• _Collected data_

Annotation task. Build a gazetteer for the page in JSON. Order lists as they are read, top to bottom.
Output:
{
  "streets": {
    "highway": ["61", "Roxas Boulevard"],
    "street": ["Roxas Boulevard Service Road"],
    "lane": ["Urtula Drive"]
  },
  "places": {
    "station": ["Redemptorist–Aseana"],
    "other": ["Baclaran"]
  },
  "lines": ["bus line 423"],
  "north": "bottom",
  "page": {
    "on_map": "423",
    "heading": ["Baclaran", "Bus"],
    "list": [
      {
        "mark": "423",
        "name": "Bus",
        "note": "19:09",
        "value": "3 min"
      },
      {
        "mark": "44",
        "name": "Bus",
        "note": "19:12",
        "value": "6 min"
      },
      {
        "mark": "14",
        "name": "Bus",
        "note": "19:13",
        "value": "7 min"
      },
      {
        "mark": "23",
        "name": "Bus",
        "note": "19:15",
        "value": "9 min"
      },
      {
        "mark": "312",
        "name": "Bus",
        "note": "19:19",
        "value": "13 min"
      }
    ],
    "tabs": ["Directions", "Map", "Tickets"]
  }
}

• _Problem statement_
Set down each entry from above once more, exactly as written.

• _Answer for the task_
Annotation task. Build a gazetteer for the page in JSON. Order lists as they are read, top to bottom.
Output:
{
  "streets": {
    "highway": ["61", "Roxas Boulevard"],
    "street": ["Roxas Boulevard Service Road"],
    "lane": ["Urtula Drive"]
  },
  "places": {
    "station": ["Redemptorist–Aseana"],
    "other": ["Baclaran"]
  },
  "lines": ["bus line 423"],
  "north": "bottom",
  "page": {
    "on_map": "423",
    "heading": ["Baclaran", "Bus"],
    "list": [
      {
        "mark": "423",
        "name": "Bus",
        "note": "19:09",
        "value": "3 min"
      },
      {
        "mark": "44",
        "name": "Bus",
        "note": "19:12",
        "value": "6 min"
      },
      {
        "mark": "14",
        "name": "Bus",
        "note": "19:13",
        "value": "7 min"
      },
      {
        "mark": "23",
        "name": "Bus",
        "note": "19:15",
        "value": "9 min"
      },
      {
        "mark": "312",
        "name": "Bus",
        "note": "19:19",
        "value": "13 min"
      }
    ],
    "tabs": ["Directions", "Map", "Tickets"]
  }
}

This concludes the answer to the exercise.